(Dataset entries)

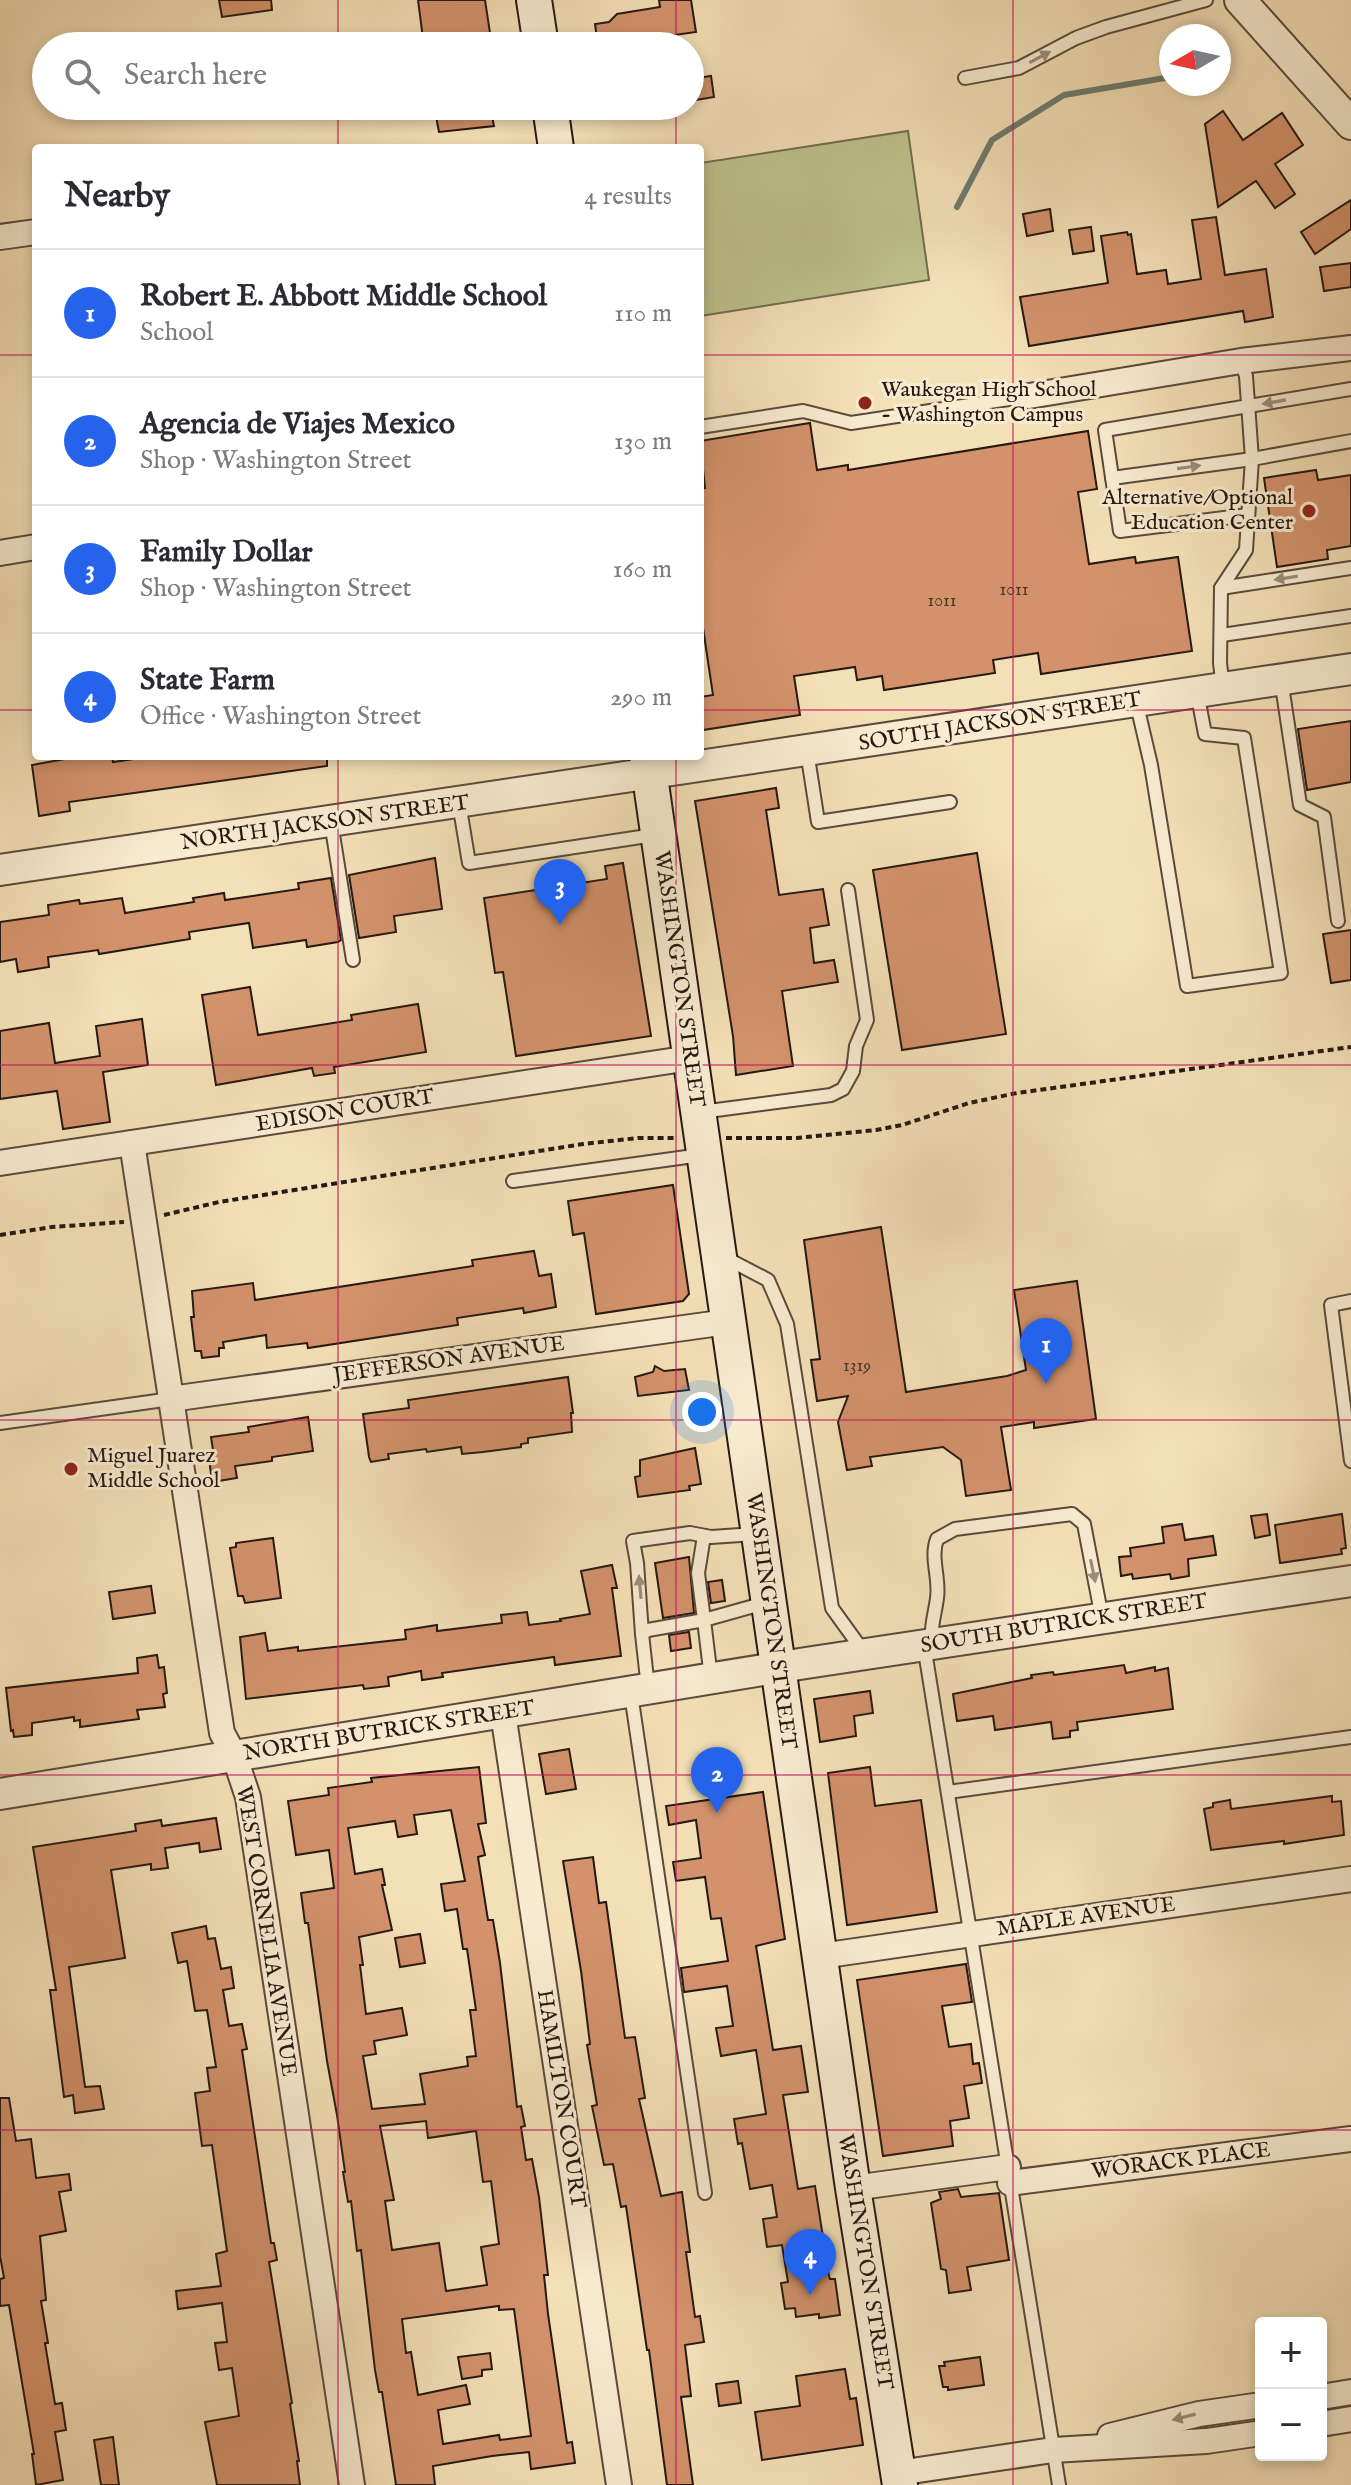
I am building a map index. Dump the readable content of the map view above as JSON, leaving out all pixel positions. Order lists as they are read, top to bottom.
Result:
{
  "streets": {
    "main road": ["WASHINGTON STREET"],
    "street": [
      "SOUTH JACKSON STREET",
      "NORTH JACKSON STREET",
      "EDISON COURT",
      "JEFFERSON AVENUE",
      "SOUTH BUTRICK STREET",
      "NORTH BUTRICK STREET",
      "MAPLE AVENUE",
      "WEST CORNELIA AVENUE",
      "HAMILTON COURT",
      "WORACK PLACE"
    ]
  },
  "crossings": [
    ["SOUTH JACKSON STREET", "NORTH JACKSON STREET"],
    ["SOUTH JACKSON STREET", "WASHINGTON STREET"],
    ["NORTH JACKSON STREET", "WASHINGTON STREET"],
    ["WASHINGTON STREET", "EDISON COURT"],
    ["WASHINGTON STREET", "JEFFERSON AVENUE"],
    ["WASHINGTON STREET", "SOUTH BUTRICK STREET"],
    ["WASHINGTON STREET", "NORTH BUTRICK STREET"],
    ["WASHINGTON STREET", "MAPLE AVENUE"],
    ["WASHINGTON STREET", "WORACK PLACE"],
    ["EDISON COURT", "WEST CORNELIA AVENUE"],
    ["JEFFERSON AVENUE", "WEST CORNELIA AVENUE"],
    ["SOUTH BUTRICK STREET", "NORTH BUTRICK STREET"],
    ["NORTH BUTRICK STREET", "WEST CORNELIA AVENUE"],
    ["NORTH BUTRICK STREET", "HAMILTON COURT"]
  ],
  "places": ["Waukegan High School - Washington Campus", "Alternative/Optional Education Center", "Miguel Juarez Middle School"],
  "house_numbers": ["1011", "1011", "1319"],
  "north": "left",
  "page": {
    "search": "Search here",
    "heading": ["Nearby", "4 results"],
    "list": [
      {
        "mark": "1",
        "name": "Robert E. Abbott Middle School",
        "note": "School",
        "value": "110 m"
      },
      {
        "mark": "2",
        "name": "Agencia de Viajes Mexico",
        "note": "Shop · Washington Street",
        "value": "130 m"
      },
      {
        "mark": "3",
        "name": "Family Dollar",
        "note": "Shop · Washington Street",
        "value": "160 m"
      },
      {
        "mark": "4",
        "name": "State Farm",
        "note": "Office · Washington Street",
        "value": "290 m"
      }
    ],
    "pins": [
      "3",
      "1",
      "2",
      "4"
    ],
    "map_buttons": ["+", "−"]
  }
}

=== WORK TO BE COMPLETED ===
Would you copy out all the data exactly, without the images?

=== TASK SOLUTION ===
I am building a map index. Dump the readable content of the map view above as JSON, leaving out all pixel positions. Order lists as they are read, top to bottom.
Result:
{
  "streets": {
    "main road": ["WASHINGTON STREET"],
    "street": [
      "SOUTH JACKSON STREET",
      "NORTH JACKSON STREET",
      "EDISON COURT",
      "JEFFERSON AVENUE",
      "SOUTH BUTRICK STREET",
      "NORTH BUTRICK STREET",
      "MAPLE AVENUE",
      "WEST CORNELIA AVENUE",
      "HAMILTON COURT",
      "WORACK PLACE"
    ]
  },
  "crossings": [
    ["SOUTH JACKSON STREET", "NORTH JACKSON STREET"],
    ["SOUTH JACKSON STREET", "WASHINGTON STREET"],
    ["NORTH JACKSON STREET", "WASHINGTON STREET"],
    ["WASHINGTON STREET", "EDISON COURT"],
    ["WASHINGTON STREET", "JEFFERSON AVENUE"],
    ["WASHINGTON STREET", "SOUTH BUTRICK STREET"],
    ["WASHINGTON STREET", "NORTH BUTRICK STREET"],
    ["WASHINGTON STREET", "MAPLE AVENUE"],
    ["WASHINGTON STREET", "WORACK PLACE"],
    ["EDISON COURT", "WEST CORNELIA AVENUE"],
    ["JEFFERSON AVENUE", "WEST CORNELIA AVENUE"],
    ["SOUTH BUTRICK STREET", "NORTH BUTRICK STREET"],
    ["NORTH BUTRICK STREET", "WEST CORNELIA AVENUE"],
    ["NORTH BUTRICK STREET", "HAMILTON COURT"]
  ],
  "places": ["Waukegan High School - Washington Campus", "Alternative/Optional Education Center", "Miguel Juarez Middle School"],
  "house_numbers": ["1011", "1011", "1319"],
  "north": "left",
  "page": {
    "search": "Search here",
    "heading": ["Nearby", "4 results"],
    "list": [
      {
        "mark": "1",
        "name": "Robert E. Abbott Middle School",
        "note": "School",
        "value": "110 m"
      },
      {
        "mark": "2",
        "name": "Agencia de Viajes Mexico",
        "note": "Shop · Washington Street",
        "value": "130 m"
      },
      {
        "mark": "3",
        "name": "Family Dollar",
        "note": "Shop · Washington Street",
        "value": "160 m"
      },
      {
        "mark": "4",
        "name": "State Farm",
        "note": "Office · Washington Street",
        "value": "290 m"
      }
    ],
    "pins": [
      "3",
      "1",
      "2",
      "4"
    ],
    "map_buttons": ["+", "−"]
  }
}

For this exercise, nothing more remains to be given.